Hacker News new | ask | show | jobs
by soundwave106 2740 days ago
It's not a terribly useful study to me as a result. Granted, the parent piece from a libertarian think tank, so this type of report - an advocacy document - is what to expect. That's fine. But you can also find advocacy from the other side, too... for instance, an advocacy piece concerning the costs (via shoddy work) of using unlicensed contractors for construction, courtesy of Angie's List. (https://www.angieslist.com/articles/how-unlicensed-contracto...)

What we don't have is the proper detail to allow me to make up my mind which cases licensing makes sense, and in which cases licensing doesn't. Sure, licensing has costs.
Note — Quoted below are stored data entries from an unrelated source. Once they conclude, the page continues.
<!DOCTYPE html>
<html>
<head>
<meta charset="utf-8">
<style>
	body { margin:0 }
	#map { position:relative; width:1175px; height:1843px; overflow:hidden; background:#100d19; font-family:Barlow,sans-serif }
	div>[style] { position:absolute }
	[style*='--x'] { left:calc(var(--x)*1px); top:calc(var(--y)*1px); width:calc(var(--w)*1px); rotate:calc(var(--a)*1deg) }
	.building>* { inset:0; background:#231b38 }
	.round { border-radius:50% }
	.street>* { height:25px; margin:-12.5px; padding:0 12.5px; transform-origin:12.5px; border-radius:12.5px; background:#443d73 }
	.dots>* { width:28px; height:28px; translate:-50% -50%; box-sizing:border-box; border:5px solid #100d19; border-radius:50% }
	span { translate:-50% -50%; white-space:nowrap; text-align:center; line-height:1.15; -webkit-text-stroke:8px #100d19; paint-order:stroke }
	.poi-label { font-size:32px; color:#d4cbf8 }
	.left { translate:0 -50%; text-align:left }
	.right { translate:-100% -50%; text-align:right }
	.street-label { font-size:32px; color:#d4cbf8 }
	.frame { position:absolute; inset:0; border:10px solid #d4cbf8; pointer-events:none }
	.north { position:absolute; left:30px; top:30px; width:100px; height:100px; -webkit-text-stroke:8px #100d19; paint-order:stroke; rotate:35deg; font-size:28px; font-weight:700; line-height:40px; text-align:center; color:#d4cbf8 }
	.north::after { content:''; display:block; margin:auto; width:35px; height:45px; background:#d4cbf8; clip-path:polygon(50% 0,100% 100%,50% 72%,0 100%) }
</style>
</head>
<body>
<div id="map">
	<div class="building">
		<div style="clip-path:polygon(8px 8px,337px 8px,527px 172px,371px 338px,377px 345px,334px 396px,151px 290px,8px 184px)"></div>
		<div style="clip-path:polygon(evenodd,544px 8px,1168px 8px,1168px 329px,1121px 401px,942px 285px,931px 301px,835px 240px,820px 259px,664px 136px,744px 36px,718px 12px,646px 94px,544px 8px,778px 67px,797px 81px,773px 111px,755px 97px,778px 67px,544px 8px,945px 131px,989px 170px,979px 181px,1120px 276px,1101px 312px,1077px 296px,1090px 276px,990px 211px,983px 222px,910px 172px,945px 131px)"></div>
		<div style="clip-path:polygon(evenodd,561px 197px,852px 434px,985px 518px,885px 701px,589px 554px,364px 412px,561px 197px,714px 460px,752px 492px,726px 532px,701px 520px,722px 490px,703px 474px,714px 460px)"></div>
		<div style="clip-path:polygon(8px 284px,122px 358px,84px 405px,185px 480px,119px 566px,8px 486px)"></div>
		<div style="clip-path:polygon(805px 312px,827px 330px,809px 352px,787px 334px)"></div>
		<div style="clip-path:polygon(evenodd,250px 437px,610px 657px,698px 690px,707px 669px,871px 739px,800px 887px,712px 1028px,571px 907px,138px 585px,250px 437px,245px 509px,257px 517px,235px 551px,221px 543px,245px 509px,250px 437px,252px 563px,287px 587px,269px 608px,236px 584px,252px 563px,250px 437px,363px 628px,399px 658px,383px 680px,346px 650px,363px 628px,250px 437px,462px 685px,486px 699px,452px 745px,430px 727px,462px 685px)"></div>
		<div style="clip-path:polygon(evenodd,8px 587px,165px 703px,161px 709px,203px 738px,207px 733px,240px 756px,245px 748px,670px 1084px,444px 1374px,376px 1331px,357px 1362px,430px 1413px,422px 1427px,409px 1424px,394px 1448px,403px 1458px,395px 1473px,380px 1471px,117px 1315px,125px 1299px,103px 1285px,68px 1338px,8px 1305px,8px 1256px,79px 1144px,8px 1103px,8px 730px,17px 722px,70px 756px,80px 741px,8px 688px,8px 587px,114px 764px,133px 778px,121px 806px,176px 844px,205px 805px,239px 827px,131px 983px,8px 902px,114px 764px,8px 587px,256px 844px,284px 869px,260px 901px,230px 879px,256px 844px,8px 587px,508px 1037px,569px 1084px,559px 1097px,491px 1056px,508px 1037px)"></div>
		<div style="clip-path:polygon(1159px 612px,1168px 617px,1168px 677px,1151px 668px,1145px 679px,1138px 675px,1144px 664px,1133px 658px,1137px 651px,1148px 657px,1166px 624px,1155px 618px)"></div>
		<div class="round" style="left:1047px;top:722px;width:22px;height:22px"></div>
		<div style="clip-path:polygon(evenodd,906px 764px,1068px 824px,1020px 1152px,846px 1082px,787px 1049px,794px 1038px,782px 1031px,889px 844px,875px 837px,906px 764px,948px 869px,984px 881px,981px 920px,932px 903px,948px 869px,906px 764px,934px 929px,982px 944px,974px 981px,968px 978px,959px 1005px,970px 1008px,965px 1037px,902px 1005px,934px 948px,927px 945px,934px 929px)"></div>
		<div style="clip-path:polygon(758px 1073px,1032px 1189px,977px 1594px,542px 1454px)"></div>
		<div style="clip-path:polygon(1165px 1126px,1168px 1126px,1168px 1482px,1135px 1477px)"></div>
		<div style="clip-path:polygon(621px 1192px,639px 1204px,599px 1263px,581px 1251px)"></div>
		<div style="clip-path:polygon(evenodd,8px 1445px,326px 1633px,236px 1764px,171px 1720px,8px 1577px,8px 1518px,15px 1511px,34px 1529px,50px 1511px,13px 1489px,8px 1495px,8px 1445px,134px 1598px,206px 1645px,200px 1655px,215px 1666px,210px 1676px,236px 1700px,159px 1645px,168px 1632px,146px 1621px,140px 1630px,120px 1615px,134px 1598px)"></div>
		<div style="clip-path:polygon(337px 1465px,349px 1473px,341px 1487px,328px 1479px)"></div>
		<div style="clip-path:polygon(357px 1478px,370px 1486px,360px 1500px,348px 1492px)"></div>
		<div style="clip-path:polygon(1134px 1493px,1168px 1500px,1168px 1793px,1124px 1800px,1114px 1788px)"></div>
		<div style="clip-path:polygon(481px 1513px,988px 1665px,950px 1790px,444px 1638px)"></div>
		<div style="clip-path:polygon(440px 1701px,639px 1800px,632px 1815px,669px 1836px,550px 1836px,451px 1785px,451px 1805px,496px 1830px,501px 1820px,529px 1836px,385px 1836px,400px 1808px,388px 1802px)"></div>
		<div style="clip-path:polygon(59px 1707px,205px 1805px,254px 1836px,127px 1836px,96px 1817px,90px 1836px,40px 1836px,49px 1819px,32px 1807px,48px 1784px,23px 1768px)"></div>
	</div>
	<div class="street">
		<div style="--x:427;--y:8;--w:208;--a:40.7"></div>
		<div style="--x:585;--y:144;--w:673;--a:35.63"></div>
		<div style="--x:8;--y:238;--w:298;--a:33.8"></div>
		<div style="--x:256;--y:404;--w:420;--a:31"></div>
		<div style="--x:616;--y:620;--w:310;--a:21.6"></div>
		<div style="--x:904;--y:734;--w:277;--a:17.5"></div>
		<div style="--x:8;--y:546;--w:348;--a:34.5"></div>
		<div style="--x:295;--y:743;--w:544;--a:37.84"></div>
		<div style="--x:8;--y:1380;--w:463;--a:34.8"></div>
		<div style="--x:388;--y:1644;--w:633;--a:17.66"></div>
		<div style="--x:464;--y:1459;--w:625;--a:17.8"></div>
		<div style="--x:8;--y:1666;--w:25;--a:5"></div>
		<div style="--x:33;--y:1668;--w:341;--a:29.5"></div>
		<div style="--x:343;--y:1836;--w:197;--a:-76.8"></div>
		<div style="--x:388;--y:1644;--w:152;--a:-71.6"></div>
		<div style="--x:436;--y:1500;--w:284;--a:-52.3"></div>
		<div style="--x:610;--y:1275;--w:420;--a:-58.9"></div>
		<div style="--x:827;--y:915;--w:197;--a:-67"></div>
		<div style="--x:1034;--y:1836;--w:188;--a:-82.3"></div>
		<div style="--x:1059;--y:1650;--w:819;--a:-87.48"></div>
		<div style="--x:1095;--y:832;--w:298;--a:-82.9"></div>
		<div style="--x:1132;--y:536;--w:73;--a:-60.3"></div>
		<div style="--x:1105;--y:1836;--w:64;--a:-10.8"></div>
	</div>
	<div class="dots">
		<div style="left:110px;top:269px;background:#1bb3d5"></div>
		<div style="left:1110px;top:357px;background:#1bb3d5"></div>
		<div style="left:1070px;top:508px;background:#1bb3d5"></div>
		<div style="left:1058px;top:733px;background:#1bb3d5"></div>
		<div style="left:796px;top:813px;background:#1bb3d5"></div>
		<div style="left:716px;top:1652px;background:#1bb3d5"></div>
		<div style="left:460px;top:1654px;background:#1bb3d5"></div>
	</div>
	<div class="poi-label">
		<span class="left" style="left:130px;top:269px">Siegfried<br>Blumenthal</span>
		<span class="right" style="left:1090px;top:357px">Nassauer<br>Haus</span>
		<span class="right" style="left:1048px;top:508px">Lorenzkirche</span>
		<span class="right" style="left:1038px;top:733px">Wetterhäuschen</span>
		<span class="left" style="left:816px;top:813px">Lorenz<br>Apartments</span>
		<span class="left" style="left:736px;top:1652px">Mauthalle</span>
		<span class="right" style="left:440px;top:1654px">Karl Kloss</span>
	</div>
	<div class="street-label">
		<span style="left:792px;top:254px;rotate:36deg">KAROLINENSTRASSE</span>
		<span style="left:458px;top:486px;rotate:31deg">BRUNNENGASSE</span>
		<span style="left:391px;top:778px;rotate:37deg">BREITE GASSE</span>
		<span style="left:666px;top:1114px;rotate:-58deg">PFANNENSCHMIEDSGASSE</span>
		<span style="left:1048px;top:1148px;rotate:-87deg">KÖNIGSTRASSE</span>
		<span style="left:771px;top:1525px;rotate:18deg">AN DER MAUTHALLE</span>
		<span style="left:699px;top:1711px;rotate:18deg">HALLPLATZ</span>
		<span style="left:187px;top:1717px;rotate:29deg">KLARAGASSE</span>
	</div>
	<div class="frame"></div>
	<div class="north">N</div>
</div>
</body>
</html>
That doesn't tell me anything, because licensing may protect me from bad work quality, which also can cost money, or even possibly be a safety hazard (eg the shoddy electrician that didn't ground a light and nearly electrocuted another worker as a result in the Angie's List piece).
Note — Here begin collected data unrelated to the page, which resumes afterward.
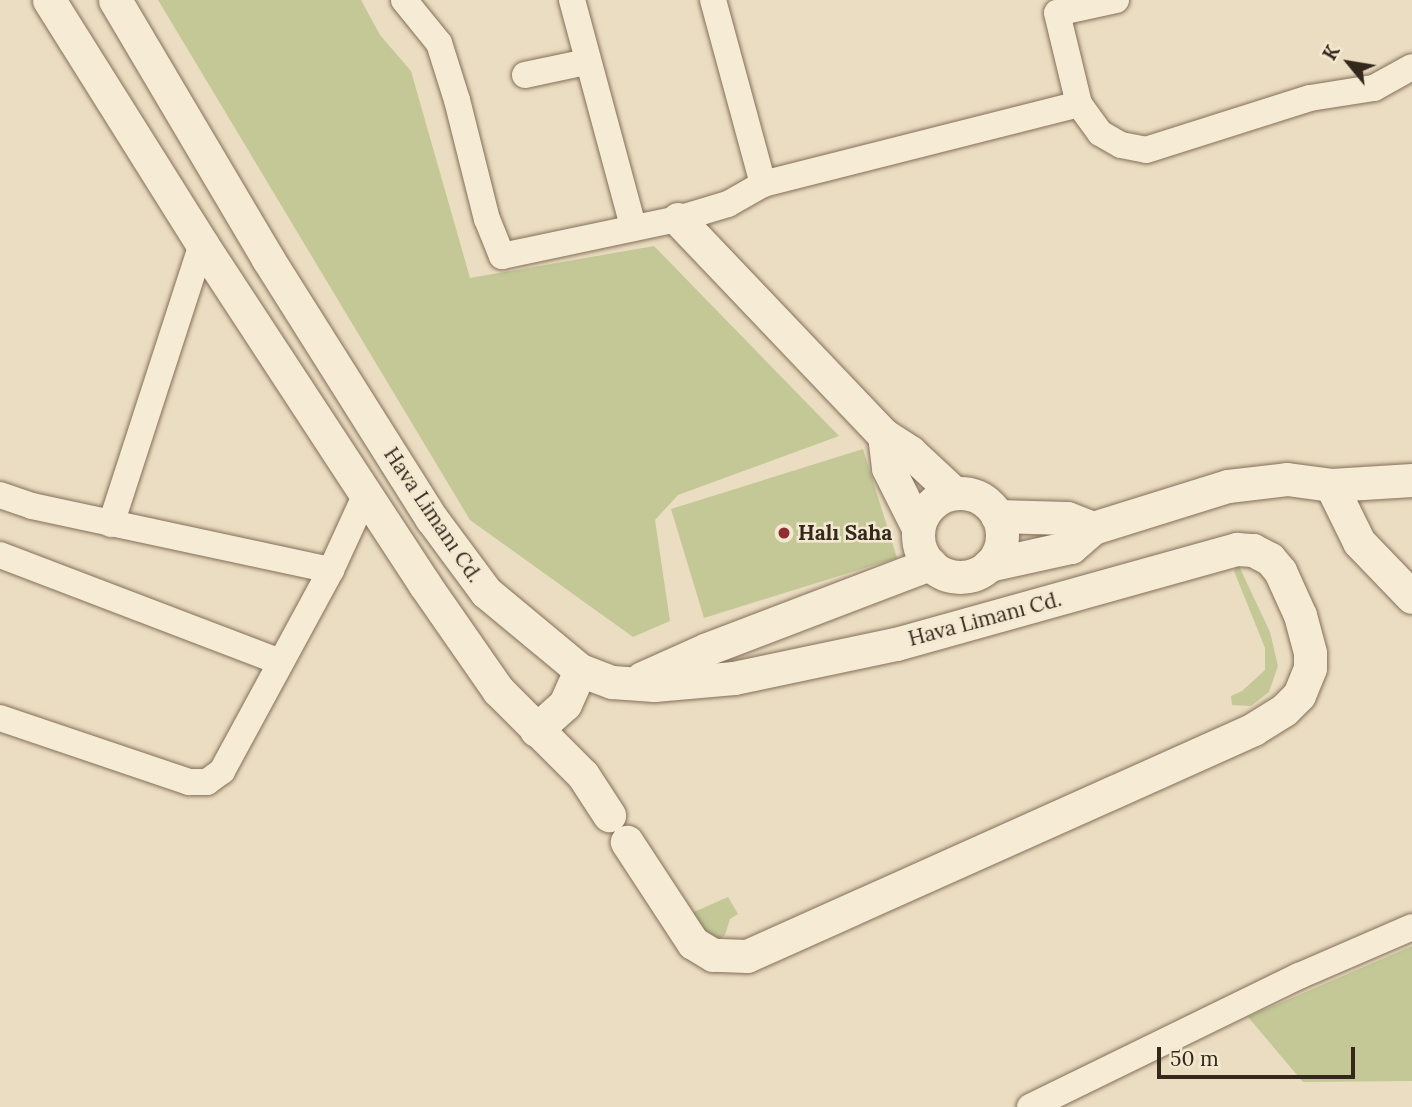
<!DOCTYPE html>
<meta charset="utf-8">
<style>
body{margin:0}
#map{position:relative;width:1412px;height:1107px;overflow:hidden;background:#ebddc1;font-family:Lora,serif}
div>[style]{position:absolute}
.green>*{inset:0;background:#c3c896}
.roads{filter:drop-shadow(0 0 2px #836f5a) drop-shadow(0 0 2px #836f5a)}
.minor>*{height:26px;margin:-13px;padding:0 13px;transform-origin:13px;border-radius:13px;background:#f6ebd4}
.tertiary>*{height:33px;margin:-16.5px;padding:0 16.5px;transform-origin:16.5px;border-radius:16.5px;background:#f6ebd4}
.tertiary>.ring{margin:-16.5px;padding:0;box-sizing:content-box;background:none;border:33px solid #f6ebd4;border-radius:50%}
.dots>*{width:19px;height:19px;translate:-50% -50%;box-sizing:border-box;border:4px solid #f3e8d0;border-radius:50%}
span{translate:-50% -50%;white-space:nowrap;text-align:center;line-height:1.15;-webkit-text-stroke:5px #f3e8d0;paint-order:stroke}
.street-label{font-size:21px;color:#34281d}
.poi-label{font-size:21px;color:#34281d;font-weight:700}
.left{translate:0 -50%;text-align:left}
.north{position:absolute;left:1314px;top:28px;width:70px;height:70px;-webkit-text-stroke:5px #f3e8d0;paint-order:stroke;rotate:300deg;font-size:19px;font-weight:700;line-height:28px;text-align:center;color:#34281d}
.north::after{content:'';display:block;margin:auto;width:24px;height:32px;background:#34281d;clip-path:polygon(50% 0,100% 100%,50% 72%,0 100%)}
.scale{position:absolute;left:1157px;top:1047px;width:198px;height:32px;box-sizing:border-box;border:4px solid #34281d;border-top:0;padding-left:9px;font-size:21px;line-height:24px;white-space:nowrap;color:#34281d;-webkit-text-stroke:5px #f3e8d0;paint-order:stroke}
</style>
<div id="map">
<div class="green">
<i style="clip-path:polygon(158px 0,361px 0,380px 35px,411px 71px,470px 278px,654px 246px,839px 436px,678px 495px,655px 520px,670px 621px,633px 637px,470px 520px)"></i>
<i style="clip-path:polygon(863px 449px,897px 558px,704px 618px,671px 509px)"></i>
<i style="clip-path:polygon(1238px 564px,1270px 632px,1278px 666px,1269px 692px,1251px 706px,1232px 705px,1231px 696px,1242px 691px,1265px 670px,1265px 648px,1234px 571px)"></i>
<i style="clip-path:polygon(728px 897px,738px 914px,730px 919px,725px 935px,717px 941px,707px 939px,687px 915px)"></i>
<i style="clip-path:polygon(1412px 946px,1412px 1081px,1303px 1082px,1248px 1017px)"></i>
</div>
<div class="roads">
<div class="minor">
<i style="left:404px;top:0;width:55px;rotate:50.9deg"></i>
<i style="left:439px;top:43px;width:60px;rotate:72.5deg"></i>
<i style="left:457px;top:100px;width:123px;rotate:75.9deg"></i>
<i style="left:487px;top:219px;width:40px;rotate:68deg"></i>
<i style="left:502px;top:256px;width:180px;rotate:-11.9deg"></i>
<i style="left:678px;top:219px;width:52px;rotate:-16.7deg"></i>
<i style="left:728px;top:204px;width:40px;rotate:-29.7deg"></i>
<i style="left:763px;top:184px;width:326px;rotate:-14.2deg"></i>
<i style="left:572px;top:0;width:234px;rotate:74.9deg"></i>
<i style="left:713px;top:0;width:191px;rotate:74.8deg"></i>
<i style="left:1116px;top:0;width:60px;rotate:167.6deg"></i>
<i style="left:1057px;top:13px;width:94px;rotate:76.4deg"></i>
<i style="left:1079px;top:104px;width:36px;rotate:54deg"></i>
<i style="left:1100px;top:133px;width:24px;rotate:30deg"></i>
<i style="left:1121px;top:145px;width:25px;rotate:11deg"></i>
<i style="left:1146px;top:150px;width:172px;rotate:-17.6deg"></i>
<i style="left:1310px;top:98px;width:65px;rotate:-8.9deg"></i>
<i style="left:1374px;top:88px;width:43px;rotate:-28.9deg"></i>
<i style="left:525px;top:75px;width:62px;rotate:-12deg"></i>
<i style="left:0;top:495px;width:34px;rotate:19deg"></i>
<i style="left:32px;top:506px;width:306px;rotate:12.1deg"></i>
<i style="left:111px;top:524px;width:294px;rotate:-72deg"></i>
<i style="left:0;top:555px;width:300px;rotate:20.9deg"></i>
<i style="left:0;top:718px;width:200px;rotate:18.7deg"></i>
<i style="left:189px;top:782px;width:18px"></i>
<i style="left:207px;top:782px;width:19px;rotate:-36deg"></i>
<i style="left:222px;top:771px;width:229px;rotate:-61.5deg"></i>
<i style="left:331px;top:570px;width:84px;rotate:-65.3deg"></i>
<i style="left:1030px;top:1107px;width:299px;rotate:-26deg"></i>
<i style="left:1299px;top:976px;width:123px;rotate:-23.4deg"></i>
</div>
<div class="tertiary">
<i style="left:49px;top:0;width:288px;rotate:57.9deg"></i>
<i style="left:202px;top:244px;width:407px;rotate:56.8deg"></i>
<i style="left:425px;top:585px;width:128px;rotate:55.2deg"></i>
<i style="left:498px;top:690px;width:120px;rotate:45deg"></i>
<i style="left:583px;top:775px;width:48px;rotate:57deg"></i>
<i style="left:115px;top:0;width:301px;rotate:59.4deg"></i>
<i style="left:268px;top:259px;width:307px;rotate:57.8deg"></i>
<i style="left:432px;top:519px;width:91px;rotate:53.5deg"></i>
<i style="left:486px;top:592px;width:122px;rotate:39.7deg"></i>
<i style="left:580px;top:670px;width:34px;rotate:21deg"></i>
<i style="left:612px;top:682px;width:42px;rotate:4.1deg"></i>
<i style="left:654px;top:685px;width:80px;rotate:-5deg"></i>
<i style="left:734px;top:678px;width:166px;rotate:-11.9deg"></i>
<i style="left:896px;top:644px;width:354px;rotate:-15.6deg"></i>
<i style="left:1237px;top:549px;width:16px;rotate:4deg"></i>
<i style="left:1253px;top:550px;width:19px;rotate:28deg"></i>
<i style="left:1270px;top:559px;width:16px;rotate:50deg"></i>
<i style="left:1280px;top:571px;width:48px;rotate:65.6deg"></i>
<i style="left:1300px;top:615px;width:39px;rotate:75deg"></i>
<i style="left:1310px;top:653px;width:15px;rotate:90deg"></i>
<i style="left:1310px;top:668px;width:29px;rotate:112deg"></i>
<i style="left:1299px;top:695px;width:21px;rotate:135deg"></i>
<i style="left:1284px;top:710px;width:36px;rotate:148deg"></i>
<i style="left:1254px;top:729px;width:555px;rotate:155.88deg"></i>
<i style="left:747px;top:956px;width:34px;rotate:-178deg"></i>
<i style="left:713px;top:955px;width:23px;rotate:-149deg"></i>
<i style="left:693px;top:943px;width:121px;rotate:-123.2deg"></i>
<i style="left:678px;top:219px;width:298px;rotate:46.4deg"></i>
<i style="left:884px;top:435px;width:31px;rotate:33deg"></i>
<i style="left:910px;top:452px;width:60px;rotate:43deg"></i>
<i style="left:884px;top:435px;width:33px;rotate:83deg"></i>
<i style="left:888px;top:468px;width:67px;rotate:63.4deg"></i>
<i style="left:1331px;top:485px;width:64px;rotate:63.8deg"></i>
<i style="left:1359px;top:542px;width:76px;rotate:46.1deg"></i>
<i class="ring" style="left:918px;top:493px;width:51px;height:51px"></i>
<i style="left:997px;top:516px;width:70px;rotate:1.6deg"></i>
<i style="left:1067px;top:518px;width:28px;rotate:21deg"></i>
<i style="left:989px;top:565px;width:84px;rotate:-12.4deg"></i>
<i style="left:1071px;top:547px;width:29px;rotate:-41deg"></i>
<i style="left:1093px;top:528px;width:141px;rotate:-17.3deg"></i>
<i style="left:1228px;top:486px;width:59px;rotate:-6.8deg"></i>
<i style="left:1287px;top:479px;width:44px;rotate:7.8deg"></i>
<i style="left:1331px;top:485px;width:81px;rotate:-3.5deg"></i>
<i style="left:642px;top:678px;width:71px;rotate:-24deg"></i>
<i style="left:707px;top:649px;width:239px;rotate:-20.9deg"></i>
<i style="left:536px;top:730px;width:39px;rotate:-42deg"></i>
<i style="left:565px;top:704px;width:37px;rotate:-66deg"></i>
</div>
</div>
<div class="dots">
<i style="left:784px;top:533px;background:#8e2e31"></i>
</div>
<div class="street-label">
<span style="left:433px;top:515px;rotate:56deg">Hava Limanı Cd.</span>
<span style="left:985px;top:619px;rotate:-15deg">Hava Limanı Cd.</span>
</div>
<div class="poi-label">
<span class="left" style="left:798px;top:533px">Halı Saha</span>
</div>
<div class="north">K</div>
<div class="scale">50 m</div>
</div>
I am fine with the position that occupational licenses aren't necessary for careers where licensing doesn't add any value. But my hunch is that in many careers, licensing adds value overall. The posted piece did nothing to change my position on this.

1 comments

I'm not sure I follow you. I think the situation you describe, where we have factual (but perhaps motivated) studies on both sides of the issue is exactly what we want. We have the costs and benefits laid out to us, and we can make up our own mind about whether it is 'worth it'. I don't think it is the job of a study like this to make that kind of subjective judgement.